It is generally believed that the main energy sources come from elastic potential energy exerted by in situ stress and gas energy of the coals during an outburst process. The energy analysis results of the field outburst cases and outburst simulation tests both show that the gas energy is generally about 10–1000 times higher than the elastic potential energy [7,8,38]. Jiang et al. [9] considered that the energy of gas expansion in the gas energy is actually the energy leading to the destruction and ejection of coals in the outburst process, analyzing the whole outburst process and its energy dissipation law. The outburst risk of coal seam can be identified by using the initial released expansion energy of gas of the coal mass. The experimental results show that the gas expansion energy released by coals in the first 13 s is approximately in the proportion of 14–16% of the gas energy [7,20,33]. In the calculation of gas expansion energy, gas velocity is a key parameter, reflecting the dynamic performance of gas desorption to a certain extent, and the gas velocity can be calculated in Figure 1.

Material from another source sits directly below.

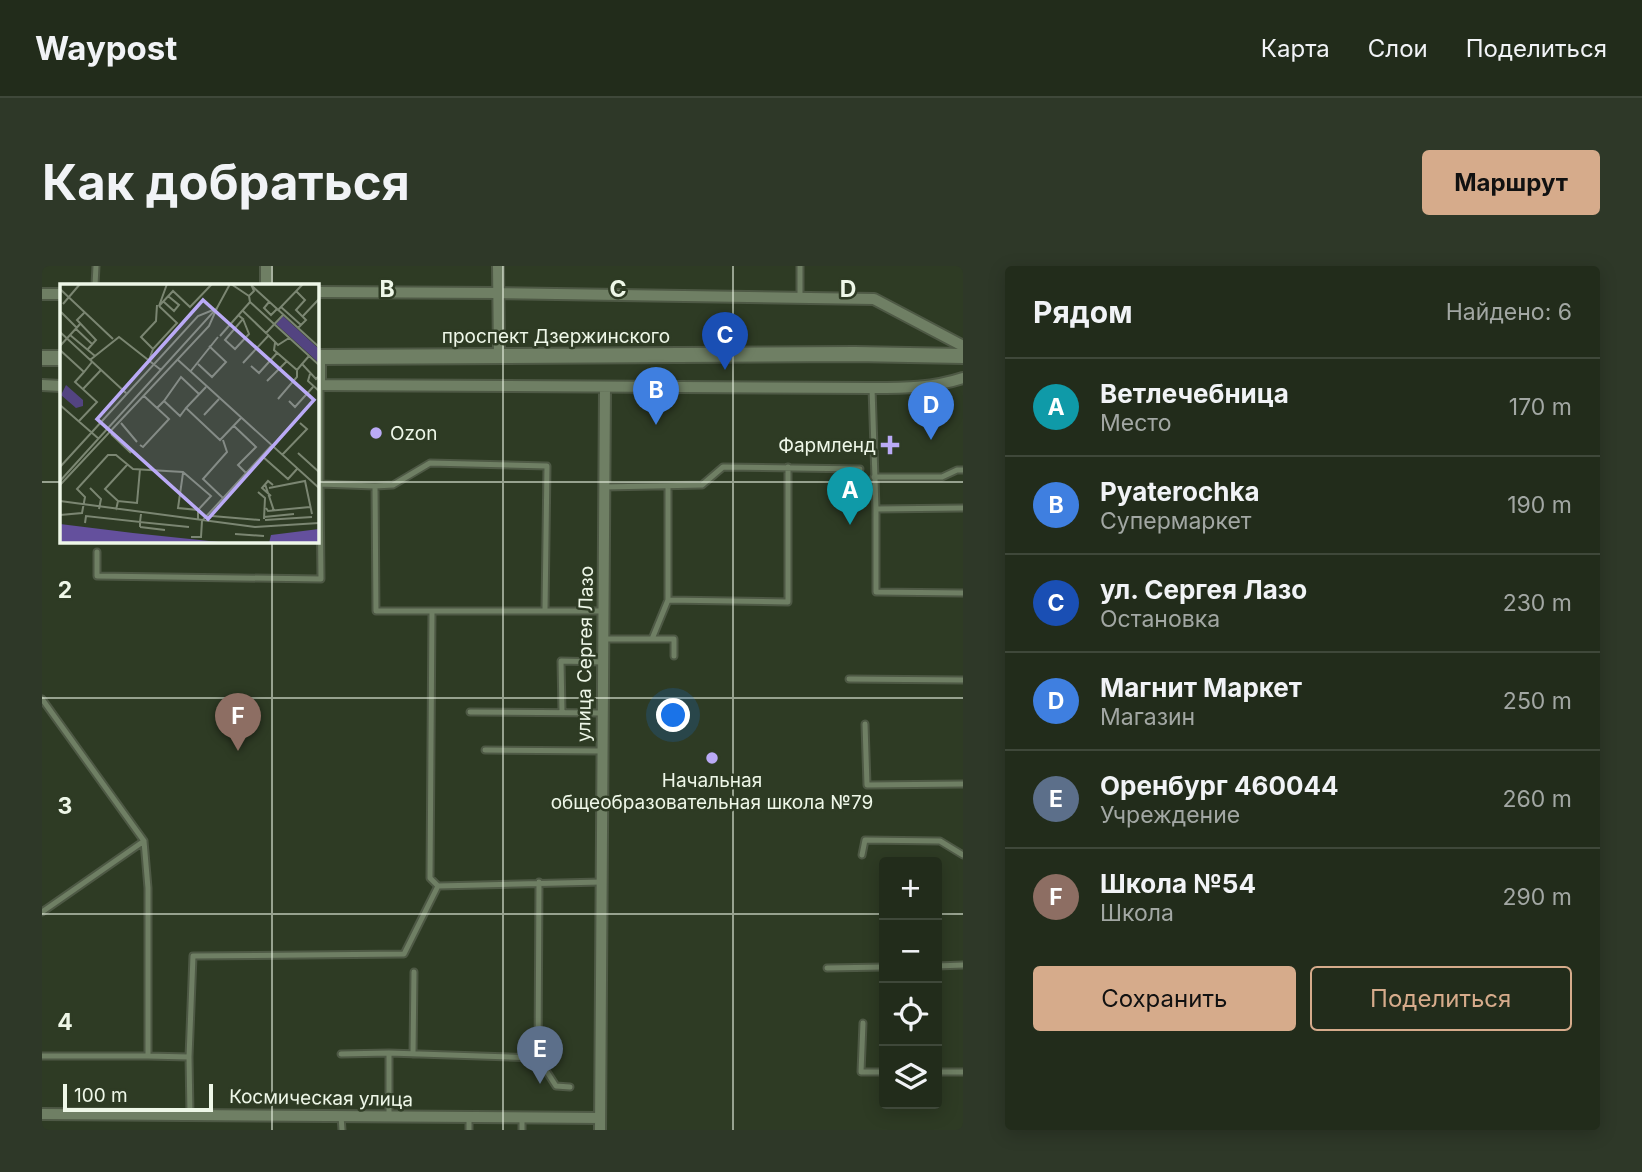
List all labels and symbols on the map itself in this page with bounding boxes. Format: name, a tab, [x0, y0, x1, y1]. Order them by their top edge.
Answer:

The gas velocity at different times during the gas initial desorption is shown in Figure 8, indicating that it can be divided into four stages in the entire change process. In Stage 1, the gas velocity is greater than the sound velocity, decreasing slowly and linearly with time. After entering Stage 2, the gas velocity decreases rapidly and linearly to approximately 100 m/s. In Stage 3, the gas velocity begins to decrease. In the end, it almost became stable, close to 5 m/s (Stage 4). For the both coal samples, the maximum gas velocity in the entire process is not more than 430 m/s. Figure 8 shows that for the two coal masses, the gas velocity change rate decreases with increasing gas pressure in Stage 1, because of the congestion effect; while during the later three stages, the increased gas pressure increases the gas velocity. Figure 9 presents a comparison of the change in the gas velocity with time under different gas pressures of the TD and PU coals during the initial gas desorption, indicating that the gas velocity of the TD coal is faster compared to the PU coal bearing the same pressure. The results indicate that the increased gas pressure produces the stronger migration ability of gas flow carrying the broken coal mass after an outburst occurrence, especially for the TD coal [37,40].

4. Discussion

4.1. Effect of the Characterization of Gas Initial Desorption on an Outburst Occurrence

An outburst occurs as a kinetic result of coupling and cooperation among multiple parameters. At present, in the related theories of outburst occurrence mechanism, “spherical shell instability” mechanism provides the detailed stage characteristics and the mechanical conditions during an outburst occurrence [9]. This theory has also been validated by many scholars [26,41,42]. The outburst process is divided into three stages in this theory, as shown in Figure 10. And the mechanical conditions satisfying equations can be seen from Equations (1)–(3).

Stage 1:

$${\sigma {}^{″}}_{\mathsf{\theta }}\ge \frac{1+\sin \phi }{1-\sin \phi }{{\sigma }^{″}}_{\mathrm{r}}+\frac{2f_{\mathrm{c}}\cos \phi }{1-\sin \phi }$$

(1)

Stage 2:

$$p_i-p_0\ge M\frac{K_{\mathrm{c}}\sqrt{\pi }}{2\eta \sqrt{r}}$$

(2)

Stage 3:

$$p^{\prime }-p_0\ge \left[1-0.00875\left({\phi }_{\mathrm{i}}-20°\right)\right]\left(1-0.000175\frac{R_{\mathrm{i}}}{t_{\mathrm{i}}}\right)\left(0.3E\frac{t_{\mathrm{i}}{}^2}{R_i{}^2}\right)$$

(3)

Generally, the strength of coal mass can be indirectly reflected by the firmness coefficient, f value (protodyakonov coefficient) in China. The f value is generally less than 0.5 for the coal mass with an outburst risk on site [43]. As the destruction carrier suffered from in situ stress and gas pressure in the outburst process, its strength greatly affects the difficulty level of outburst occurrence. The greater the coal strength, the greater the corresponding cohesion, internal friction angle, and fracture toughness of the coal mass, and the more difficult it is to meet Equation (1) under the same in situ stress. When less cracks are generated, it is more difficult to form the spallation coal mass under the same pressure of gas or to meet the critical conditions required by Equations (2) and (3). Further pulverization of coal mass is also not conducive. To a certain extent, the coal strength determines the critical value of gas pressure and other parameters of outburst occurrence. The actual “5.15” outburst accident in 2017 in the Xuehu coal mine also shows that the outburst easily occurred in the TD coal (f value, 0.28), mainly because the blasting disturbed the TD coal hidden in the PU coal (f value, 0.88).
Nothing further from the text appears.